Wit smiled, the sphere in his hand lighting his face. “Funny, isn’t it, how so many of our stories start the same way, but have opposing endings? In half, the child ignores her parents, wanders out into the woods, and gets eaten. In the other half she discovers great wonders. There aren’t many stories about the kids who say, ‘Yes, I shall not go into the forest. I’m glad my parents explained that is where the monsters live.’ ”

“Is that what you’re trying to teach me, then?” Shallan snapped. “The fine distinction between choosing for yourself and ignoring good advice?”

“I’m a terrible teacher.” He waved his hand as the girl reached the wall after a long hike. She started to climb. “Fortunately, I am an artist, and not a teacher.”

“People learn things from art.”

“Blasphemy! Art is not art if it has a function.”

Shallan rolled her eyes.

“Take this fork,” Wit said. He waved his hand. Some of her Stormlight split off from her, spinning above his hand and making an image of a floating fork in the darkness. “It has a use. Eating. Now, if it were to be ornamented by a master artisan, would that change its function?” The fork grew intricate embossing in the form of growing leaves. “No, of course not. It has the same use, ornamented or not. The art is the part that serves no purpose.”

“It makes me happy, Wit. That’s a purpose.”

He grinned, and the fork disappeared.

“Weren’t we in the middle of a story about a girl climbing a wall?” Shallan asked.

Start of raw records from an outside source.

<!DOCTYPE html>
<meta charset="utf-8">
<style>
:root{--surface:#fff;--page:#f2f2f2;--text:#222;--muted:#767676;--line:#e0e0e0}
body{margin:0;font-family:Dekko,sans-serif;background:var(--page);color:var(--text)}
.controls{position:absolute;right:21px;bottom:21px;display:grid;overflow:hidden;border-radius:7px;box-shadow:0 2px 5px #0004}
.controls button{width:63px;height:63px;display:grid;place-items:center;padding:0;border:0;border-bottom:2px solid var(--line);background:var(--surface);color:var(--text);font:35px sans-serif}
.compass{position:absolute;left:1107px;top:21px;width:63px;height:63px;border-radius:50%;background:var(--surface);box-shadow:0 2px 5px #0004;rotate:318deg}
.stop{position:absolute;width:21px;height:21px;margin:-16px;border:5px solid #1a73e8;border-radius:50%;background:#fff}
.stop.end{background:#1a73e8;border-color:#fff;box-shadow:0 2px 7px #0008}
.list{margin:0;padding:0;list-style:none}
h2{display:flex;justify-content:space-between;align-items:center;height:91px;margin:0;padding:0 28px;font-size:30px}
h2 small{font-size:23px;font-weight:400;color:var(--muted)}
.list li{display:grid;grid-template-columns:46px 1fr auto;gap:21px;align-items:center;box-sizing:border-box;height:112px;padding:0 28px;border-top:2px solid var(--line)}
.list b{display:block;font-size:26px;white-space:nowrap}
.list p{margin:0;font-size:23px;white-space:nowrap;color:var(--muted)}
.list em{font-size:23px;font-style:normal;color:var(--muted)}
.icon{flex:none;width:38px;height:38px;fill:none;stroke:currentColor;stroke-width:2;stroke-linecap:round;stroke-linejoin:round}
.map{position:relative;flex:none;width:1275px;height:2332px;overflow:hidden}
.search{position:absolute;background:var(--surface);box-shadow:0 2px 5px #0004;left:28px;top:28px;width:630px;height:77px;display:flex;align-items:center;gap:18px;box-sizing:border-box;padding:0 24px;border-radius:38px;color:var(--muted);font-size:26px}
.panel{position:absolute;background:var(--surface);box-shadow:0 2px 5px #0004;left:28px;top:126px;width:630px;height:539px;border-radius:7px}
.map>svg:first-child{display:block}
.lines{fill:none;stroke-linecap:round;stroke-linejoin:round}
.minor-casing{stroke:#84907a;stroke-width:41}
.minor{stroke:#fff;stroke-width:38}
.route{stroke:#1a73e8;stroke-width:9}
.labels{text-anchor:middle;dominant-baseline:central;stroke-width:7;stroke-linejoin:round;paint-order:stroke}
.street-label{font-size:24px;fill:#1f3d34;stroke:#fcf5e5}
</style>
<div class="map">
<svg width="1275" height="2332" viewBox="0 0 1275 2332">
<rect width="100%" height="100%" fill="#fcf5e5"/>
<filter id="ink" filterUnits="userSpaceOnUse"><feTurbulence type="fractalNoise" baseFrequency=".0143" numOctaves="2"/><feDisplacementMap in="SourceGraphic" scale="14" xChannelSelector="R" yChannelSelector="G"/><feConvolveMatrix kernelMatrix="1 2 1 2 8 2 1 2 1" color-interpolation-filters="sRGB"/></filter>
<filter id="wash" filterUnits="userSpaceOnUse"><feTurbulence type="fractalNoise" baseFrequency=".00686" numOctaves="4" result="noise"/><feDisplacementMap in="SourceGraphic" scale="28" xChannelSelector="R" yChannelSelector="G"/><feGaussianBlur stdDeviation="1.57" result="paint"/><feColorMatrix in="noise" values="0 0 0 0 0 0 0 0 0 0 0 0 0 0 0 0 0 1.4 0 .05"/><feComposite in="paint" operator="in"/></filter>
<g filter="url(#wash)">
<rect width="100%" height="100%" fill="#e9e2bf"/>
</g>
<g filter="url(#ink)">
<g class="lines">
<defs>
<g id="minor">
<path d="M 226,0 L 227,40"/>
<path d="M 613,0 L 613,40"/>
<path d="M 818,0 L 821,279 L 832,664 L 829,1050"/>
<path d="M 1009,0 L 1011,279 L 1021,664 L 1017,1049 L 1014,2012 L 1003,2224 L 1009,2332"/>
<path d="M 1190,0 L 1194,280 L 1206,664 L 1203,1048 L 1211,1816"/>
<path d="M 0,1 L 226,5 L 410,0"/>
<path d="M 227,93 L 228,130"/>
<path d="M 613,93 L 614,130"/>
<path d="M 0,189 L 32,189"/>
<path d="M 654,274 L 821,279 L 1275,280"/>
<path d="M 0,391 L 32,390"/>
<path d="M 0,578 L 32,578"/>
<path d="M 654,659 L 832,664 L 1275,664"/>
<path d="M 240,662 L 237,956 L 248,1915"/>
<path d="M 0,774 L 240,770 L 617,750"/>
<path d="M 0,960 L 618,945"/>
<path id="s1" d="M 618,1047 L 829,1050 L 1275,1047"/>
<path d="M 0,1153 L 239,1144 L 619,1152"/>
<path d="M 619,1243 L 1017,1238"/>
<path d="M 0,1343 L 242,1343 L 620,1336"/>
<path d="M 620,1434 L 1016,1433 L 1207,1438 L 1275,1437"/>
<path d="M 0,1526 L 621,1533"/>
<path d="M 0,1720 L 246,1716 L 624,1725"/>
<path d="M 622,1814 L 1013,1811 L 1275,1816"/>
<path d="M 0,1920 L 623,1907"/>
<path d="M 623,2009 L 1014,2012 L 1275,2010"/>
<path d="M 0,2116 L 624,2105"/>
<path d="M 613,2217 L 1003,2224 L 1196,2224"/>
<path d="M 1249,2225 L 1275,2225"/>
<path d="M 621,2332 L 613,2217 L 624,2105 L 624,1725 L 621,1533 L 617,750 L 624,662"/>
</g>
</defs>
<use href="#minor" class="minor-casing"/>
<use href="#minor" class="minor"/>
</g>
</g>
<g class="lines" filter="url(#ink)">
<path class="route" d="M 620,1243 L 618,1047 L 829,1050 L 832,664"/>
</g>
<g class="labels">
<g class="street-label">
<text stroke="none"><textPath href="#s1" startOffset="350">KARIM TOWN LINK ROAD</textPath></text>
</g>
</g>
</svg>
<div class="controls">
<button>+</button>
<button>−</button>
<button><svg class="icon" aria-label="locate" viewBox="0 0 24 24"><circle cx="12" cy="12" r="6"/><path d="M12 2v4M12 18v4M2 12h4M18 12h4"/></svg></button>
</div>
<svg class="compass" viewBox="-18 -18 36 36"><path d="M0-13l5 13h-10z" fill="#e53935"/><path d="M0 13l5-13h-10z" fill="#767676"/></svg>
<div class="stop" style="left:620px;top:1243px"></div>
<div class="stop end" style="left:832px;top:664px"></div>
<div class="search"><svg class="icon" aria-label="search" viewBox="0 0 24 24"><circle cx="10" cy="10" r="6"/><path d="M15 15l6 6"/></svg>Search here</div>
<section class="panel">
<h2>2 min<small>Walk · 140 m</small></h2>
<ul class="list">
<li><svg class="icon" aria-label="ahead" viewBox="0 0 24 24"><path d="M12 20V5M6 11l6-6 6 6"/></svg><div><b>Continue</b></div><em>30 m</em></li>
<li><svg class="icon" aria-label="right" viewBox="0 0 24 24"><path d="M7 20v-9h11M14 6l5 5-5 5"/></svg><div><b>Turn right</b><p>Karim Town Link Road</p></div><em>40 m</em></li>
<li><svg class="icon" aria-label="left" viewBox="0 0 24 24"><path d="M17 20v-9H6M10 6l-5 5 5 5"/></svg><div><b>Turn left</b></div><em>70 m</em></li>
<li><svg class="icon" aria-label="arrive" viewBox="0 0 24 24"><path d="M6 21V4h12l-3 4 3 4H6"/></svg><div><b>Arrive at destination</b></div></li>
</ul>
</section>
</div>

“Yes, but that part takes forever,” he said. “I’m finding things to occupy us.”

“We could just skip the boring part.”

“Skip?” Wit said, aghast. “Skip part of a story?”

Shallan snapped her fingers, and the illusion shifted so that they stood atop the wall in the darkness. The girl in the scarves finally—after toiling many days—pulled herself up beside them.

“You wound me,” Wit said. “What happens next?”

“The girl finds steps,” Shallan said. “And the girl realizes that the wall wasn’t to keep something in, but to keep her and her people out.”

“Because?”

“Because we’re monsters.”

Wit stepped over to Shallan, then quietly folded his arms around her. She trembled, then twisted, burying her face in his shirt.

“You’re not a monster, Shallan,” Wit whispered. “Oh, child. The world is monstrous at times, and there are those who would have you believe that you are terrible by association.”

“I am.”

“No. For you see, it flows the other direction. You are not worse for your association with the world, but it is better for its association with you.”

She pressed against him, shivering. “What do I do, Wit?” she whispered. “I know … I know I shouldn’t be in so much pain. I had to…” She took a deep breath. “I had to kill them. I had to. But now I’ve said the words, and I can’t ignore it anymore. So I should … should just die too, for having done it.…”

Wit waved to the side, toward where the girl in the scarves still overlooked a new world. What was that long pack she had set down beside her?

“So you remember,” Wit said gently, “the rest of the story?”

“It’s not important. We found the moral already. The wall kept people out.”

“Why?”

“Because…” What had she told Pattern before, when she’d been showing him this story?

“Because,” Wit said, pointing, “beyond the wall was God’s Light.”